Katarzyna Lubnauer podkreśliła, że wizyty w regionach mają na celu bezpośredni kontakt z nauczycielami i dyrektorami, którzy będą współtworzyć planowaną reformę oświaty. - To nie tylko są dyrektorzy, są to w ogóle nauczyciele. Spotykamy się tak regularnie w całej Polsce. Po pierwsze ze względu na to, że zmieniamy polską edukację, mamy przed sobą reformę, reformę "Reforma26. Kompas Jutra - mówiła.

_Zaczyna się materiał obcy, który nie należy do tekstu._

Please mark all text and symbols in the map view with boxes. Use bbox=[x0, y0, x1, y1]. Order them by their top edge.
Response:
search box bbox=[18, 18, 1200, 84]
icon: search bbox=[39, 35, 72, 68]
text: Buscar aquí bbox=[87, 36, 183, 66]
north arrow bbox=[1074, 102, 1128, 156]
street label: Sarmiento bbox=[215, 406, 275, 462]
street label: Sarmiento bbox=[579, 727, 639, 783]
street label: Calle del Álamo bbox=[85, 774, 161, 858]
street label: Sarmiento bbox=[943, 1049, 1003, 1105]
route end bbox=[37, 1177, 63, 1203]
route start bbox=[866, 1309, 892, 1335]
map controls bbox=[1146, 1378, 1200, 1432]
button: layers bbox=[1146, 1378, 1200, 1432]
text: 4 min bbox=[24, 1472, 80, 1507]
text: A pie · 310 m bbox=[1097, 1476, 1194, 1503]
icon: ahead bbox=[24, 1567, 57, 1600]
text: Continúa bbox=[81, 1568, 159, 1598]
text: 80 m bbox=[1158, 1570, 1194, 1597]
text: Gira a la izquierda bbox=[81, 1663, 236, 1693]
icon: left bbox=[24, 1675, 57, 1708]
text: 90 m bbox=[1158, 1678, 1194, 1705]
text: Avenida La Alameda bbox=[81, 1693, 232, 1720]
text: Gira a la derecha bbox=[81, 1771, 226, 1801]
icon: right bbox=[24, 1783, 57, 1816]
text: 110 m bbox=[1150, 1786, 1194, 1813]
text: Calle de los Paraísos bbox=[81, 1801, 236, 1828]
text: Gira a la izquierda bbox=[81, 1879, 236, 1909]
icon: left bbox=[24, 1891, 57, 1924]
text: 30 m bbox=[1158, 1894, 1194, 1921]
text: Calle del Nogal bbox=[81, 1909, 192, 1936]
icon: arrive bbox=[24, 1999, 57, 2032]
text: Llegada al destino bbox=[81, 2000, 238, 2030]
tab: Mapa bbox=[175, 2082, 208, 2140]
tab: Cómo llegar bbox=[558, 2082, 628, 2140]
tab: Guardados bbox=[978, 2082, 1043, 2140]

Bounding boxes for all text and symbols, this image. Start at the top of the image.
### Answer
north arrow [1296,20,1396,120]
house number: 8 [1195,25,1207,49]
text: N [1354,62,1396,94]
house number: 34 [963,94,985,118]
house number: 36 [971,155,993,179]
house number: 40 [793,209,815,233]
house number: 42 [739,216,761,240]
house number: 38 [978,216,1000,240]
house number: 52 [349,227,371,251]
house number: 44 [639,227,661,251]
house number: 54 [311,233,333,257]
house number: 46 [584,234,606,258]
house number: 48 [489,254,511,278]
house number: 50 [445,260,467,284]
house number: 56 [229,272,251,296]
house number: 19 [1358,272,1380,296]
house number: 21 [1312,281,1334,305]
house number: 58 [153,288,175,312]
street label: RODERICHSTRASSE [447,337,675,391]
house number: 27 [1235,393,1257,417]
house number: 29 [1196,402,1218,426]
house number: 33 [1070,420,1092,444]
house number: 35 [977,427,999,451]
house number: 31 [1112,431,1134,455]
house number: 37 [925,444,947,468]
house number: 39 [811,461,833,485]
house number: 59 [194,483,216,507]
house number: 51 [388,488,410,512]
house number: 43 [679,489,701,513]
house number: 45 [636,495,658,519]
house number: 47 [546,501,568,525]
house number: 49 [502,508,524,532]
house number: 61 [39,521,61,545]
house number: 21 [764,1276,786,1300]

Wiceminister wyjaśniła, że nowe rozwiązania wejdą w życie od września przyszłego roku w klasach pierwszych i czwartych szkół podstawowych, a w kolejnych latach obejmą przedszkola i szkoły ponadpodstawowe. - Nie będzie zmiany w polskiej szkole bez współpracy z nauczycielami. To nauczyciel decyduje o tym, jaka jest szkoła i jego zadowolenie z pracy. Jego prestiż jest bardzo ważnym elementem tej zmiany - zaznaczyła.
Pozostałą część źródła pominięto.